Lawyers will argue a lawsuit over the propriety of Governor Kemp’s appointment of Superior Court Judge Jesse Stone for the Augusta Circuit, according to the Augusta Chronicle.

Thursday via videoconferencing, attorneys for Maureen O. Floyd and Judge Stone set forth their arguments over the legitimacy of Stone’s holding office. Senior Judge Michael L. Karpf heard the arguments and told the attorneys they could expect a ruling within 10 days. Karpf agreed to preside over the Burke County Superior Court petition after the eight judges of the Augusta Judicial Circuit recused themselves.

Gov. Brian Kemp appointed Stone, a long-term Republican member of the General Assembly, in February to fill the seat of retired Judge Michael N. Annis. The governor swore Stone into office Feb. 22.

Floyd filed a quo warranto petition challenging the legitimacy of Stone’s appointment in March. Floyd’s attorney Joseph Rhodes and Samuel Emas argued that the governor in effect forfeited his right to appoint anyone to the judgeship because of the long delay before Stone’s appointment.

Annis gave Kemp notice of his intent to retire in late 2019 and set the official date as Feb. 1, 2020, months shy of what would have been his final day in office, Dec. 31, 2020. The lengthy delay between Annis’s official retirement date and the governor’s selection of Stone to replace him is the twist that brought on a controversy and the petition.

Floyd’s attorney Emas added that the delay also in effect extended the term of office for the judicial appointment. The law on judicial appointment is written to give the appointee at least six months in office before he must run for election. If Kemp had appointed someone to replace Annis promptly, the appointee’s term would have ended in December. With the delay, Stone doesn’t have to run for office until May 2022.

The University of Georgia announced it will not limit guests at the spring commencement, according to the Athens Banner Herald.

UGA said that due to a change in state COVID-19 regulations, plans for spring graduation have adapted.
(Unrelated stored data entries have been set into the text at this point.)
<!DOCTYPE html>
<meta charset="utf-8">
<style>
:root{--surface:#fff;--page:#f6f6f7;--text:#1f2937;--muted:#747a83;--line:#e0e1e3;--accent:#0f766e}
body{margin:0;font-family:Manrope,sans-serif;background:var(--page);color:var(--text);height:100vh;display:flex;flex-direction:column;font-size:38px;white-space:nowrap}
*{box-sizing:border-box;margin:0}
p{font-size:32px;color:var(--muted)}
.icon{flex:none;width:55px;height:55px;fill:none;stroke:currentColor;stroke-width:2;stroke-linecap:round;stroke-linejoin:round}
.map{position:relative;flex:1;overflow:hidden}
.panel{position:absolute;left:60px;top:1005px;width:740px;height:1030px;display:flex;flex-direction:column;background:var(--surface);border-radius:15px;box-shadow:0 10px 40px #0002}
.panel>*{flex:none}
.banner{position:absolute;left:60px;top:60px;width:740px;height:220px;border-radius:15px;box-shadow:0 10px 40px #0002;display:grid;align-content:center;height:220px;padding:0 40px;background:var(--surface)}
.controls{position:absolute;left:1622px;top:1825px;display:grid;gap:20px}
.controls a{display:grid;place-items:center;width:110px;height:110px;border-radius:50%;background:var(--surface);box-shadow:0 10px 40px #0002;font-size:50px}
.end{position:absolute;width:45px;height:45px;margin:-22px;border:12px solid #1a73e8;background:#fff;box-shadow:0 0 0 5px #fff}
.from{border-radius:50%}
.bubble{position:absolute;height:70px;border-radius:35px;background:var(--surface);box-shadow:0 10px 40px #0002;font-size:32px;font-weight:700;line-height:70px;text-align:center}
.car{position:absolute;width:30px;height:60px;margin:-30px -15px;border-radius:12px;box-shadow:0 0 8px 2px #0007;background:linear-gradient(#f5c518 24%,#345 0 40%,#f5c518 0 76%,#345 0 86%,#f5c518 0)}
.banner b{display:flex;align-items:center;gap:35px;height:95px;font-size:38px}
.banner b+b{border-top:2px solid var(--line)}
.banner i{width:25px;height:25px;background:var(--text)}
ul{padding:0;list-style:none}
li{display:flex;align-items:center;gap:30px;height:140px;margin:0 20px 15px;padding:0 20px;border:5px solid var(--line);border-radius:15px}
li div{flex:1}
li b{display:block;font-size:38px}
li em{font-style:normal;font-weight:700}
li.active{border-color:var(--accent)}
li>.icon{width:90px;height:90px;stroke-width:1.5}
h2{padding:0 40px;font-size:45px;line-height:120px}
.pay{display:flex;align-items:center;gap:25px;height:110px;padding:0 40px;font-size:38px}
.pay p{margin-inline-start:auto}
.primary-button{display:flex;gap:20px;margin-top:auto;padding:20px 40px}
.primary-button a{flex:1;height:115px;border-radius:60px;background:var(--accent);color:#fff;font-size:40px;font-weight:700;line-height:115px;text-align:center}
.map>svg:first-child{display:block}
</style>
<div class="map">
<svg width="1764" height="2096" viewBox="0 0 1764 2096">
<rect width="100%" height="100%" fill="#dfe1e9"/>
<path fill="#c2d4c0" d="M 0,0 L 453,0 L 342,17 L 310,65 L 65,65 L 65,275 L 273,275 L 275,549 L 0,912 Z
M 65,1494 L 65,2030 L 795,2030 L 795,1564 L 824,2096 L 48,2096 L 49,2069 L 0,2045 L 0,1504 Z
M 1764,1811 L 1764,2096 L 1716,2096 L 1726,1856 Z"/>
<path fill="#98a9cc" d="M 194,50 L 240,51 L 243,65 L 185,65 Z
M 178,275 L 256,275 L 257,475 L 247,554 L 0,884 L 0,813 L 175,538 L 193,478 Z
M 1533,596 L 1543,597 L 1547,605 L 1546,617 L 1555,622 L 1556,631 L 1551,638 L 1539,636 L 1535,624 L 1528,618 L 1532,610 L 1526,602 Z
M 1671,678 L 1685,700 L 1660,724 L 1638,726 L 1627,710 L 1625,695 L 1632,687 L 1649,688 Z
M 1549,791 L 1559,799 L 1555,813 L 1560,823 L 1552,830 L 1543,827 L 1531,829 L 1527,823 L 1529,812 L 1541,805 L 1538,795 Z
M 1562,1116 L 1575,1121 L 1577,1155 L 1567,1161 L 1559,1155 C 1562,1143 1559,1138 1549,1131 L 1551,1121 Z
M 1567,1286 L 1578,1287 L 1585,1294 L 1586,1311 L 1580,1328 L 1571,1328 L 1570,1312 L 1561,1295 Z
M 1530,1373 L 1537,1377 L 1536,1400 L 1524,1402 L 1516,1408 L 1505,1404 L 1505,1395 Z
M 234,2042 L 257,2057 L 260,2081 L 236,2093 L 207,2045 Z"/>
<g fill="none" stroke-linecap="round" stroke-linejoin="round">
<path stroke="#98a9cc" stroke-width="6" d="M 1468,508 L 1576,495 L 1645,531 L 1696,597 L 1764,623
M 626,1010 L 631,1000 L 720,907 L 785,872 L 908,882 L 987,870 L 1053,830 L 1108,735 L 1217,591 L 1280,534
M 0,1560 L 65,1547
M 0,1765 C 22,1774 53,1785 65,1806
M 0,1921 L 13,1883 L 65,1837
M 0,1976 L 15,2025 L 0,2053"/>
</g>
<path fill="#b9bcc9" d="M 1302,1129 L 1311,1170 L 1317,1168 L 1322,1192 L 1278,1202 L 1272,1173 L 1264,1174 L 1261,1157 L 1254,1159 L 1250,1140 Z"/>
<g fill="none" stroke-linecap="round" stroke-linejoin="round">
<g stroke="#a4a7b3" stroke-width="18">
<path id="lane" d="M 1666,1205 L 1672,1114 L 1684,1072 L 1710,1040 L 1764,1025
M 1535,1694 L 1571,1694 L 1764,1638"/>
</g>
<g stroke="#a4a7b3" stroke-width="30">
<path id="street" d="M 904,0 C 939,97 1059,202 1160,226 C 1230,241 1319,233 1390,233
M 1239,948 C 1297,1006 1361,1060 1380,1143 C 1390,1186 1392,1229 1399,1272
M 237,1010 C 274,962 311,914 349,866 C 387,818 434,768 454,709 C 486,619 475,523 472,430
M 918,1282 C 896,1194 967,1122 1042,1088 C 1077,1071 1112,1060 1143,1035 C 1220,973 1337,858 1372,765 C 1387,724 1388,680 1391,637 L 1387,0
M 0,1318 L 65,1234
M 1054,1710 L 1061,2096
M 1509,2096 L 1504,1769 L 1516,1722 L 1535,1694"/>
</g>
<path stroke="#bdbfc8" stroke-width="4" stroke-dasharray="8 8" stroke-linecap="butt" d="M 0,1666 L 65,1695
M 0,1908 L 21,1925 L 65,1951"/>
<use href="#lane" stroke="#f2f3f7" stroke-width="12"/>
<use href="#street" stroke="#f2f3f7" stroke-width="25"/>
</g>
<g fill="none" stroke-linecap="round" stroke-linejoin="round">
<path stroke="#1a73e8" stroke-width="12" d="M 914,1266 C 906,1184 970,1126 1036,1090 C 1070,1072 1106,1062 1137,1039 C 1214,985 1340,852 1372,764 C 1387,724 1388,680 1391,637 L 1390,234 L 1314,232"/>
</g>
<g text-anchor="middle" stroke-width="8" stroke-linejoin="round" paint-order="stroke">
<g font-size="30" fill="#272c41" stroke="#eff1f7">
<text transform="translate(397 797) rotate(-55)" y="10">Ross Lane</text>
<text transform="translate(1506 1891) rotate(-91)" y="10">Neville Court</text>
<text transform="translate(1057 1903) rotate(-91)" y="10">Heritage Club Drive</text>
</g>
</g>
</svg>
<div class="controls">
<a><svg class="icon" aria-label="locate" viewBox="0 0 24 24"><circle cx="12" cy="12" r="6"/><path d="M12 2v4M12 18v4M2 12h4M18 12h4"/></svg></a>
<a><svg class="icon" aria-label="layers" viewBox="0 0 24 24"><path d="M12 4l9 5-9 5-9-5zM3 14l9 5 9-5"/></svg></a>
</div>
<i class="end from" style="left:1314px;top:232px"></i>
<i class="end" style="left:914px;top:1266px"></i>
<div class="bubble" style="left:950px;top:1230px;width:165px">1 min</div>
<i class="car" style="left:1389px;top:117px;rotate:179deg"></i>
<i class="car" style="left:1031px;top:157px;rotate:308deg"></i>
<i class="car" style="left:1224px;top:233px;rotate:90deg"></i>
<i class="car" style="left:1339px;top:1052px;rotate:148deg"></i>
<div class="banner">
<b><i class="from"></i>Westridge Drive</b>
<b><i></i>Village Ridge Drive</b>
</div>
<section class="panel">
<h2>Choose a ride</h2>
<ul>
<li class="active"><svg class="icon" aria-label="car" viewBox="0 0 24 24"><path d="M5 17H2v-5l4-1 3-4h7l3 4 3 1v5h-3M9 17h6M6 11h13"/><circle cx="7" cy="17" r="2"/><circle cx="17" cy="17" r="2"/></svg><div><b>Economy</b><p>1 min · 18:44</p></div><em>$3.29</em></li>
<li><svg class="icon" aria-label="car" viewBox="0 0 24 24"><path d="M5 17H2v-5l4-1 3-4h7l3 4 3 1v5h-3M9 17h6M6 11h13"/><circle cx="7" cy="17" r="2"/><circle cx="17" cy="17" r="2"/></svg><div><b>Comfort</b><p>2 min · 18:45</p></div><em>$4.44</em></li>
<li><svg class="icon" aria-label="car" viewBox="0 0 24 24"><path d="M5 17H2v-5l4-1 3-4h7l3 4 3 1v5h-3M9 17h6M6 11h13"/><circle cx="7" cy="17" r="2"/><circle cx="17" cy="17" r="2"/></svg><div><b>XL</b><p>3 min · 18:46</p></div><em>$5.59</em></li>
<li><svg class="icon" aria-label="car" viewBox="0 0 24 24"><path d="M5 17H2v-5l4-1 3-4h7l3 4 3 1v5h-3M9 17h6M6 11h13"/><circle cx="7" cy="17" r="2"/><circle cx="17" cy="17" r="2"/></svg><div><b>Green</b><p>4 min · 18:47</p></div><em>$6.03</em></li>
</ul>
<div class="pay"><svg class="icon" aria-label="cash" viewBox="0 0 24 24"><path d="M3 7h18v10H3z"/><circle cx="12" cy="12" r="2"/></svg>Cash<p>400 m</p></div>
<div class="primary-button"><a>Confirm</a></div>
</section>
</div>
If they choose, graduates can sit on Dooley Field during the ceremony. Before, it was required that they sit in the stands with their guests. There will also be no limit to the number of guests in the stands, a change from previous restrictions.

Masks will be “strongly encouraged.”

Commencement will begin May 13 and end May 15, taking place in Sanford Stadium, and will be held over four ceremonies to comply with social distancing guidelines. Three of these will be for undergraduate students and the fourth ceremony will be for the masters, specialists and doctoral degrees.

Bulloch County promoted Cindy Steinmann to Assistant County Manager, according TO the Statesboro Herald.